On the permissions issues it might help to add to derby_tests.policy for 
derbyTesting.jar and derbyTesting.codeclasses, something like
  permission java.io.FilePermission "${java.home}${/}-",  "execute" 

but I am not sure why other tests that use this method don't have the same 
problem.


> Create a simple store recovery test in JUnit
> --------------------------------------------
>
>                 Key: DERBY-4249
>                 URL: https://issues.apache.org/jira/browse/DERBY-4249
>             Project: Derby
>          Issue Type: Improvement
>          Components: Test
>    Affects Versions: 10.6.1.0
>            Reporter: Kathey Marsden
>            Assignee: Siddharth Srivastava
>            Priority: Minor
>         Attachments: d4249.diff, d4249_1.diff, d4249_2.diff, d4249_3.diff, 
> derby4249.diff, derby4249.diff
>
>
> It would be good to be able to start converting the store  recovery tests  or 
> at least be able to write new recovery tests in JUnit.   We could start by 
> writing a simple recovery test just to establish the framework.  The test 
> should.
> -  Connect, create a table, commit and shutdown the database.

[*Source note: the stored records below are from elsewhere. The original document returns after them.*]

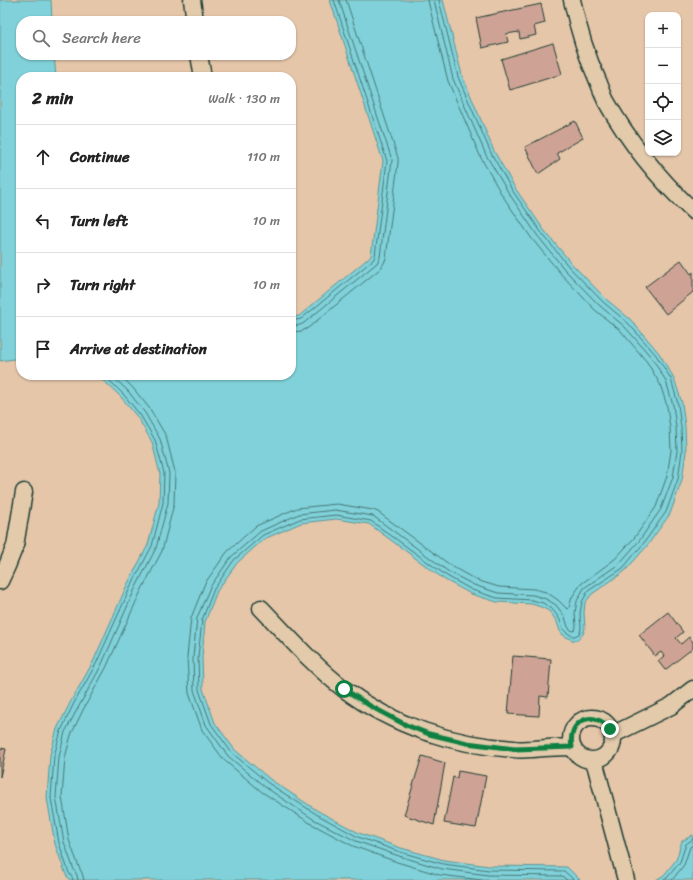 <!DOCTYPE html>
<meta charset="utf-8">
<style>
body{margin:0;font-family:Sriracha,sans-serif;background:#f2f2f2;color:#222}
.controls{position:absolute;right:12px;top:12px;display:grid;overflow:hidden;border-radius:8px;box-shadow:0 1px 3px #0004}
.controls button{width:36px;height:36px;display:grid;place-items:center;padding:0;border:0;border-bottom:1px solid #e0e0e0;background:#fff;color:#222;font:20px sans-serif}
.stop{position:absolute;width:12px;height:12px;margin:-9px;border:3px solid #0b8043;border-radius:50%;background:#fff}
.stop.end{background:#0b8043;border-color:#fff;box-shadow:0 1px 4px #0008}
.list{margin:0;padding:0;list-style:none}
h2{display:flex;justify-content:space-between;align-items:center;height:52px;margin:0;padding:0 16px;font-size:17px}
h2 small{font-size:13px;font-weight:400;color:#767676}
.list li{display:grid;grid-template-columns:26px 1fr auto;gap:12px;align-items:center;box-sizing:border-box;height:64px;padding:0 16px;border-top:1px solid #e0e0e0}
.list b{display:block;font-size:15px;white-space:nowrap}
.list em{font-size:13px;font-style:normal;color:#767676}
.icon{flex:none;width:22px;height:22px;fill:none;stroke:currentColor;stroke-width:2;stroke-linecap:round;stroke-linejoin:round}
.map{position:relative;flex:none;width:693px;height:880px;overflow:hidden}
.search{position:absolute;background:#fff;box-shadow:0 1px 3px #0004;left:16px;top:16px;width:280px;height:44px;display:flex;align-items:center;gap:10px;box-sizing:border-box;padding:0 14px;border-radius:16px;color:#767676;font-size:15px}
.panel{position:absolute;background:#fff;box-shadow:0 1px 3px #0004;left:16px;top:72px;width:280px;height:308px;border-radius:16px}
.map>svg:first-child{display:block}
</style>
<div class="map">
<svg width="693" height="880" viewBox="0 0 693 880">
<rect width="100%" height="100%" fill="#e5c6a9"/>
<filter id="ink" filterUnits="userSpaceOnUse"><feTurbulence type="fractalNoise" baseFrequency=".025" numOctaves="2"/><feDisplacementMap in="SourceGraphic" scale="8" xChannelSelector="R" yChannelSelector="G"/><feConvolveMatrix kernelMatrix="1 2 1 2 8 2 1 2 1" color-interpolation-filters="sRGB"/></filter>
<g filter="url(#ink)">
<path fill="#80d1d9" stroke="#599697" d="M 0,0 L 51,0 L 52,21 L 21,21 L 21,55 L 54,55 L 56,77 L 21,77 L 21,359 L 14,359 L 0,361 Z
M 330,0 L 443,0 L 462,75 L 494,151 L 515,188 L 544,230 L 572,264 L 606,299 L 631,320 L 659,353 L 674,378 L 682,403 L 685,426 L 686,452 L 682,480 L 670,514 L 647,546 L 625,571 L 592,594 L 585,603 L 584,613 L 585,628 L 583,634 L 578,640 L 572,640 L 563,635 L 560,631 L 557,622 L 553,616 L 549,611 L 541,607 L 532,604 L 497,602 L 471,594 L 445,580 L 369,524 L 336,519 L 301,523 L 264,539 L 237,563 L 217,591 L 205,622 L 202,657 L 203,689 L 215,723 L 235,750 L 271,780 L 318,811 L 359,833 L 401,848 L 444,860 L 489,866 L 567,867 L 580,880 L 70,880 L 66,875 L 55,844 L 47,798 L 50,755 L 57,729 L 70,703 L 93,662 L 127,585 L 148,545 L 159,503 L 160,474 L 152,442 L 138,418 L 121,397 L 105,382 L 94,375 L 291,375 L 291,317 L 299,316 L 371,256 L 383,161 Z
M 693,835 L 693,880 L 656,880 L 664,875 L 676,860 L 682,841 Z"/>
<g fill="none" stroke-linecap="round" stroke-linejoin="round">
<path stroke="#467876" stroke-width="1" d="M 428,0 L 429,5 L 448,81 L 481,158 L 502,195 L 532,239 L 561,274 L 595,310 L 621,331 L 647,362 L 660,384 L 667,406 L 670,428 L 671,451 L 667,476 L 656,507 L 635,537 L 615,559 L 581,584 L 572,597 L 569,608 L 568,609 L 566,608 L 558,600 L 546,592 L 534,589 L 499,587 L 476,580 L 453,567 L 378,512 L 373,510 L 337,504 L 297,508 L 256,526 L 227,552 L 205,583 L 191,618 L 187,657 L 189,693 L 202,730 L 224,760 L 262,792 L 310,823 L 353,846 L 397,862 L 440,875 L 482,880
M 434,0 L 453,79 L 486,155 L 508,192 L 537,235 L 565,270 L 599,305 L 625,327 L 652,358 L 666,381 L 673,405 L 676,427 L 677,451 L 673,477 L 661,509 L 639,541 L 619,564 L 584,588 L 577,601 L 575,613 L 576,627 L 575,630 L 573,631 L 571,630 L 568,627 L 565,617 L 556,605 L 546,599 L 533,595 L 498,593 L 474,585 L 449,572 L 373,516 L 335,510 L 299,514 L 261,531 L 231,557 L 210,587 L 197,618 L 193,657 L 194,690 L 206,725 L 228,756 L 265,787 L 313,819 L 356,841 L 399,856 L 442,869 L 488,875 L 562,876 L 567,880
M 439,0 L 458,77 L 491,153 L 512,190 L 541,232 L 569,267 L 603,302 L 628,323 L 656,355 L 671,379 L 678,404 L 681,427 L 682,451 L 678,479 L 666,512 L 643,544 L 623,568 L 588,591 L 582,602 L 580,613 L 581,628 L 580,633 L 575,636 L 572,636 L 566,632 L 563,629 L 560,620 L 556,614 L 551,608 L 543,603 L 532,600 L 497,598 L 472,590 L 447,576 L 371,521 L 336,515 L 300,519 L 263,535 L 234,560 L 214,589 L 202,620 L 198,657 L 199,690 L 211,724 L 232,753 L 268,783 L 316,814 L 358,837 L 400,852 L 443,864 L 489,870 L 564,871 L 574,880
M 291,321 L 301,319 L 373,260 L 375,256 L 387,161 L 334,0
M 291,326 L 300,325 L 304,323 L 377,263 L 380,257 L 392,160 L 339,0
M 291,332 L 302,331 L 308,328 L 381,268 L 384,263 L 386,258 L 398,163 L 398,158 L 346,0
M 73,880 L 72,877 L 69,873 L 59,843 L 51,798 L 54,756 L 61,731 L 73,705 L 96,664 L 131,586 L 152,546 L 163,503 L 164,473 L 155,440 L 141,416 L 124,395 L 108,379 L 102,375
M 78,880 L 77,875 L 74,870 L 64,842 L 56,797 L 59,757 L 65,732 L 78,708 L 101,666 L 135,589 L 156,548 L 168,503 L 169,473 L 160,439 L 145,413 L 128,391 L 111,375
M 84,880 L 82,873 L 79,867 L 69,840 L 62,797 L 65,758 L 71,735 L 83,710 L 106,668 L 141,591 L 162,551 L 174,504 L 175,472 L 166,436 L 150,409 L 133,388 L 120,375
M 664,880 L 667,878 L 680,862 L 686,844 L 693,839
M 672,880 L 684,865 L 690,847 L 693,845"/>
</g>
<path fill="#cea395" stroke="#1f3d34" d="M 541,4 L 545,23 L 534,26 L 536,35 L 520,39 L 519,32 L 506,34 L 508,42 L 482,48 L 476,18 Z
M 553,43 L 562,74 L 510,90 L 501,59 Z
M 575,121 L 583,138 L 557,153 L 560,159 L 538,174 L 525,147 Z
M 681,260 L 691,274 L 693,272 L 693,292 L 666,314 L 645,287 Z
M 668,612 L 683,632 L 676,638 L 681,644 L 689,637 L 693,642 L 693,648 L 665,670 L 658,661 L 664,656 L 661,652 L 655,656 L 639,635 Z
M 513,656 L 551,659 L 548,697 L 540,696 L 539,716 L 508,714 Z
M 0,748 L 6,749 L 0,777 Z
M 422,756 L 445,763 L 434,825 L 404,815 Z
M 458,771 L 486,776 L 476,828 L 444,823 L 453,777 L 457,778 Z"/>
<g fill="none" stroke-linecap="round" stroke-linejoin="round">
<defs>
<path id="street" d="M 192,0 L 195,21
M 572,0 C 578,28 586,55 598,81 C 601,88 603,95 606,101 C 629,142 659,179 693,211
M 199,55 L 203,77
M 0,581 L 7,566 L 15,546 L 24,492
M 261,608 C 288,636 313,665 344,689 C 393,726 453,745 514,749 C 520,750 526,749 532,749 C 545,748 559,747 572,747
M571 739a21 21 0 1 1 42 0a21 21 0 1 1-42 0Z
M 612,735 L 671,706 L 693,689
M 594,760 L 626,880"/>
</defs>
<use href="#street" stroke="#1f3d34" stroke-width="19"/>
<use href="#street" stroke="#e2caaa" stroke-width="16"/>
</g>
</g>
<g fill="none" stroke-linecap="round" stroke-linejoin="round" filter="url(#ink)">
<path stroke="#0b8043" stroke-width="5" d="M 344,689 L 372,707 L 406,725 L 429,734 L 467,743 L 515,749 L 572,747 C 567,721 593,708 610,729"/>
</g>
</svg>
<div class="controls">
<button>+</button>
<button>−</button>
<button><svg class="icon" aria-label="locate" viewBox="0 0 24 24"><circle cx="12" cy="12" r="6"/><path d="M12 2v4M12 18v4M2 12h4M18 12h4"/></svg></button>
<button><svg class="icon" aria-label="layers" viewBox="0 0 24 24"><path d="M12 4l9 5-9 5-9-5zM3 14l9 5 9-5"/></svg></button>
</div>
<div class="stop" style="left:344px;top:689px"></div>
<div class="stop end" style="left:610px;top:729px"></div>
<div class="search"><svg class="icon" aria-label="search" viewBox="0 0 24 24"><circle cx="10" cy="10" r="6"/><path d="M15 15l6 6"/></svg>Search here</div>
<section class="panel">
<h2>2 min<small>Walk · 130 m</small></h2>
<ul class="list">
<li><svg class="icon" aria-label="ahead" viewBox="0 0 24 24"><path d="M12 20V5M6 11l6-6 6 6"/></svg><div><b>Continue</b></div><em>110 m</em></li>
<li><svg class="icon" aria-label="left" viewBox="0 0 24 24"><path d="M17 20v-9H6M10 6l-5 5 5 5"/></svg><div><b>Turn left</b></div><em>10 m</em></li>
<li><svg class="icon" aria-label="right" viewBox="0 0 24 24"><path d="M7 20v-9h11M14 6l5 5-5 5"/></svg><div><b>Turn right</b></div><em>10 m</em></li>
<li><svg class="icon" aria-label="arrive" viewBox="0 0 24 24"><path d="M6 21V4h12l-3 4 3 4H6"/></svg><div><b>Arrive at destination</b></div></li>
</ul>
</section>
</div> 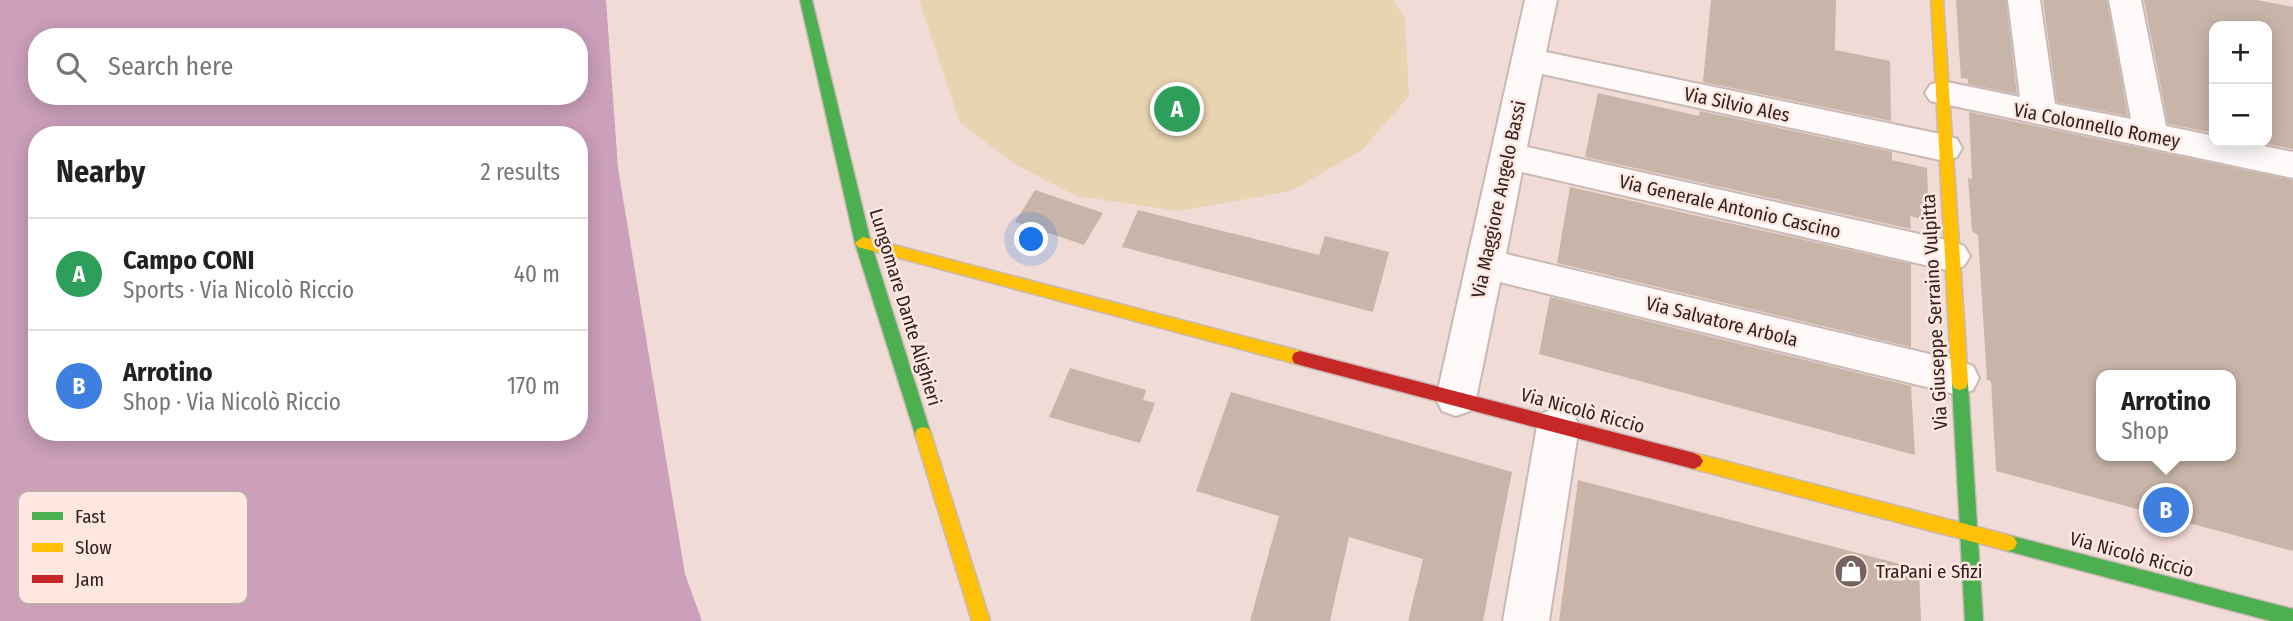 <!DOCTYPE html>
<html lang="en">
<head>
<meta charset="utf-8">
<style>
  body { margin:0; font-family:"Fira Sans Condensed",sans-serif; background:#f6f6f6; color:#222 }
  .controls { position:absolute; right:21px; top:21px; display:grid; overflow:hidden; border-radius:14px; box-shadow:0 4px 18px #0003 }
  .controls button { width:63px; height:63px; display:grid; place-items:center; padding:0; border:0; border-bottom:2px solid #e0e0e0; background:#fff; color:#222; font:35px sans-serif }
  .you { position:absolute; left:1032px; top:240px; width:24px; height:24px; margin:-18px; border:5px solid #fff; border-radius:50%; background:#1a73e8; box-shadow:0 0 0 10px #1a73e833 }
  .badge { display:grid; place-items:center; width:46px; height:46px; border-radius:50%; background:#ea580c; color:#fff; font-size:23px; font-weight:700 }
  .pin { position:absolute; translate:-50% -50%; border:4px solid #fff; box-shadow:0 2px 7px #0006 }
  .popup { position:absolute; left:2096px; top:370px; width:140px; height:91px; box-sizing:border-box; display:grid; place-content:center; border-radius:14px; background:#fff; filter:drop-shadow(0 2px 5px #0005); font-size:23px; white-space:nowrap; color:#767676 }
  .popup b { font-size:26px; color:#222 }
  .popup::after { content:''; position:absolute; left:50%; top:100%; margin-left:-14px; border:14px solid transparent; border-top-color:#fff }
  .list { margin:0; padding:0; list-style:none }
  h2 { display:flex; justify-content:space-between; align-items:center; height:91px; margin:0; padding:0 28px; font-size:30px }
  h2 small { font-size:23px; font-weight:400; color:#767676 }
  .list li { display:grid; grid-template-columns:46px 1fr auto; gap:21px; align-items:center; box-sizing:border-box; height:112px; padding:0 28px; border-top:2px solid #e0e0e0 }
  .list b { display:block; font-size:26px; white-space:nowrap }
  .list p { margin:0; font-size:23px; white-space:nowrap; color:#767676 }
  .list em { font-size:23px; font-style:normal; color:#767676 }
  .icon { flex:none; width:38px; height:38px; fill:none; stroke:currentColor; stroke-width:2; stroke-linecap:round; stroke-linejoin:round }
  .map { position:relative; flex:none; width:2293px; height:621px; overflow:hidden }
  .search { position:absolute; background:#fff; box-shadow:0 4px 18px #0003; left:28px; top:28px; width:560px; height:77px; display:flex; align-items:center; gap:18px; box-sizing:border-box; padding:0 24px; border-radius:28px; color:#767676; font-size:26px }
  .panel { position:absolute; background:#fff; box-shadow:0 4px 18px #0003; left:28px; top:126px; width:560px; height:315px; border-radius:28px }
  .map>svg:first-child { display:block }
</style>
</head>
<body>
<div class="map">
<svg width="2293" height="621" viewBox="0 0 2293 621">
  <rect width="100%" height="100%" fill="#f1dbd6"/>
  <polygon fill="#e8d4b0" points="919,0 1393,0 1405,18 1409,96 1362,150 1291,191 1179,211 1076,196 1013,163 960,123"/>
  <path fill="#cc9fba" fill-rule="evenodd" d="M0 0H606L618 168 685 574 702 621H0ZM37 37H579V96H37ZM37 135H579V432H37Z"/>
  <g fill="#c8b5a9" fill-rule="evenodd">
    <polygon points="1711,0 1836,0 1835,50 1890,61 1891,121 1703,82"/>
    <polygon points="1956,0 2006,0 2017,94 1968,84 1968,79 1961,78"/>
    <polygon points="2043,0 2107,0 2128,116 2057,102"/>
    <polygon points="2144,0 2257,0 2293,7 2293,149 2255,142 2267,142 2267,26 2214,26 2214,133 2168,124"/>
    <polygon points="1598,93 1699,116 1700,111 1892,152 1892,160 1927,168 1929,221 1910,216 1911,229 1585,157"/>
    <path d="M1969 112 2293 180V551L1996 471 1991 381 1987 380 1978 235 1972 231 1968 178 1972 179ZM2101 375H2231V456H2101Z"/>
    <polygon points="1570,187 1911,264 1911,347 1557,263"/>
    <polygon points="1035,190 1103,213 1084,245 1015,222"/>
    <polygon points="1138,210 1319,255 1325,236 1389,252 1373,312 1122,247"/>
    <polygon points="1550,297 1911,386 1915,455 1539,354"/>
    <polygon points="1070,368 1146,390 1143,400 1155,403 1140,443 1049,417"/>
    <polygon points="1231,392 1512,472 1483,621 1408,621 1423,559 1349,537 1330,621 1250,621 1279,516 1196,491"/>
    <polygon points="1578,480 1919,569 1921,621 1559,621"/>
  </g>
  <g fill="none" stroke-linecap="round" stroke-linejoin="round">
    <defs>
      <g id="street">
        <polygon points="1525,0 1557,0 1546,52 1945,135 1957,139 1962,148 1957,157 1945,161 1542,74 1527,147 1951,241 1964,246 1970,256 1964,266 1951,271 1522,172 1506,254 1959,361 1973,366 1979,378 1973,390 1959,395 1500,282 1476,399 1470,411 1456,416 1442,411 1436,399"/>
        <polygon points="2008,0 2040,0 2055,104 2131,119 2109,0 2141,0 2166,126 2214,136 2214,142 2243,142 2293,152 2293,178 1930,101 1925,93 1930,85 1942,81 2020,97"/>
        <polygon points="1558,408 1573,413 1579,426 1549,621 1503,621 1537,426 1543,413"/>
      </g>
      <g id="fast">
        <polygon points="800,0 812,0 871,243 931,434 929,439 923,441 917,439 915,434 855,243"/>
        <polygon points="1960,376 1966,378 1968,383 1983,621 1965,621 1952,383 1954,378"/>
        <polygon points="2008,535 2293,609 2293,621 2271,621 2008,551 2002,549 1999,543 2002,537"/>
      </g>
      <g id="slow">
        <polygon points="1931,0 1943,0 1968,383 1966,388 1960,390 1954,388 1952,383"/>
        <polygon points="863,237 1300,351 1306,353 1308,358 1306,363 1300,365 858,247 855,243"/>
        <polygon points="923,427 929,429 931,434 990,621 972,621 915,434 917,429"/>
        <polygon points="1694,453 2008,535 2014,537 2017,543 2014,549 2008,551 1694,469 1688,466 1685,461 1688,456"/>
      </g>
      <polygon id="jam" points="1300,351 1694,453 1700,456 1703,461 1700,466 1694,469 1300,365 1294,363 1292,358 1294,353"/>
    </defs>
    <use href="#street" stroke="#c9b8b4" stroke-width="4"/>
    <use href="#fast" stroke="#c9b8b4" stroke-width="3"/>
    <use href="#slow" stroke="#c9b8b4" stroke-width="3"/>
    <use href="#jam" stroke="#c9b8b4" stroke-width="3"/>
    <use href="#street" fill="#fdfaf9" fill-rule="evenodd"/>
    <use href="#fast" fill="#4caf50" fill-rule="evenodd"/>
    <use href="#slow" fill="#ffc107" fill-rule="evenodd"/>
    <use href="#jam" fill="#c62828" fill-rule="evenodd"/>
  </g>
  <defs>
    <symbol id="shop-disc" viewBox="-11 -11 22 22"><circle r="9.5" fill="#74635f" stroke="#fee7e0"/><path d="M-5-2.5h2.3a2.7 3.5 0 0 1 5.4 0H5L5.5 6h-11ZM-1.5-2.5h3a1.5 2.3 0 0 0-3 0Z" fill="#fff"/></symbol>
  </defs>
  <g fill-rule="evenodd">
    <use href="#shop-disc" x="1832" y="552" width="38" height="38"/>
  </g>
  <g text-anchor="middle" stroke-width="5" stroke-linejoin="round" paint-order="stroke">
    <g font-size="19" fill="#31221f" stroke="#fee7e0">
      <text transform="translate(1737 104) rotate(12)" y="7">Via Silvio Ales</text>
      <text transform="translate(2097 125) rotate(11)" y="7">Via Colonnello Romey</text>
      <text transform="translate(1498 199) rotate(-78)" y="7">Via Maggiore Angelo Bassi</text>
      <text transform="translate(1730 206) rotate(13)" y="7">Via Generale Antonio Cascino</text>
      <text transform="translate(906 307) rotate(73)" y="7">Lungomare Dante Alighieri</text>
      <text transform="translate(1934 312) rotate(-93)" y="7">Via Giuseppe Serraino Vulpitta</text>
      <text transform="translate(1722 321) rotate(14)" y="7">Via Salvatore Arbola</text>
      <text transform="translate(1583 410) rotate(15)" y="7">Via Nicolò Riccio</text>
      <text transform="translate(2132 554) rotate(15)" y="7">Via Nicolò Riccio</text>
    </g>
    <g font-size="19" fill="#31221f" stroke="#fee7e0" text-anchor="start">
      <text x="1876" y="578">TraPani e Sfizi</text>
    </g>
  </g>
  <rect x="18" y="491" width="230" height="113" rx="10" fill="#fee7e0" stroke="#c0aca6" stroke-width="2"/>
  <rect x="32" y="512" width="31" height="8" fill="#4caf50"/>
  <rect x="32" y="543" width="31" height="9" fill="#ffc107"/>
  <rect x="32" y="575" width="31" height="8" fill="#c62828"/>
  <g font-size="19" fill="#31221f">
    <text x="75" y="523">Fast</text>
    <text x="75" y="554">Slow</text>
    <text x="75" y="586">Jam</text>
  </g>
</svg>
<div class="controls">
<button>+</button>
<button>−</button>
</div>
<div class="you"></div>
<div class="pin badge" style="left:1177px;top:109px;background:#2e9e5b">A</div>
<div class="pin badge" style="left:2166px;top:510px;background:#3f7fe0">B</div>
<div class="popup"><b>Arrotino</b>Shop</div>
<div class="search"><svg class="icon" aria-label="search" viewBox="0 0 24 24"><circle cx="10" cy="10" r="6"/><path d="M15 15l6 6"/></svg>Search here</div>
<section class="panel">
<h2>Nearby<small>2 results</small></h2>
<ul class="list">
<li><span class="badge" style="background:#2e9e5b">A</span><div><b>Campo CONI</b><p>Sports · Via Nicolò Riccio</p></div><em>40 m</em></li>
<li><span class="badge" style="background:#3f7fe0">B</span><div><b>Arrotino</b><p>Shop · Via Nicolò Riccio</p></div><em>170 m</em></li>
</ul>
</section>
</div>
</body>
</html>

> -  fork a jvm, add one row, commit, add another row, exit  the jvm.
> -  Reconnect with the first jvm and verify that the first row is there and 
> the second is not.
> I guess the main thing to decide is how to spawn the second jvm and check 
> results.    I tend to think the second jvm should actually execute another 
> JUnit test, verify the exit code (assuming a failed test has a non-zero exit 
> code) and then put the output in the fail assertion if it fails so it shows 
> up in the report at the end of the Suite execution.   I think we could create 
> a test runner that takes a class and a specific test to run instead of the 
> whole suite, so we could keep our methods consolidated in a single class for 
> the test, but all pure conjecture at this point.  I'll have to give it a try, 
> but wanted to first see if folks thought this was a reasonable approach.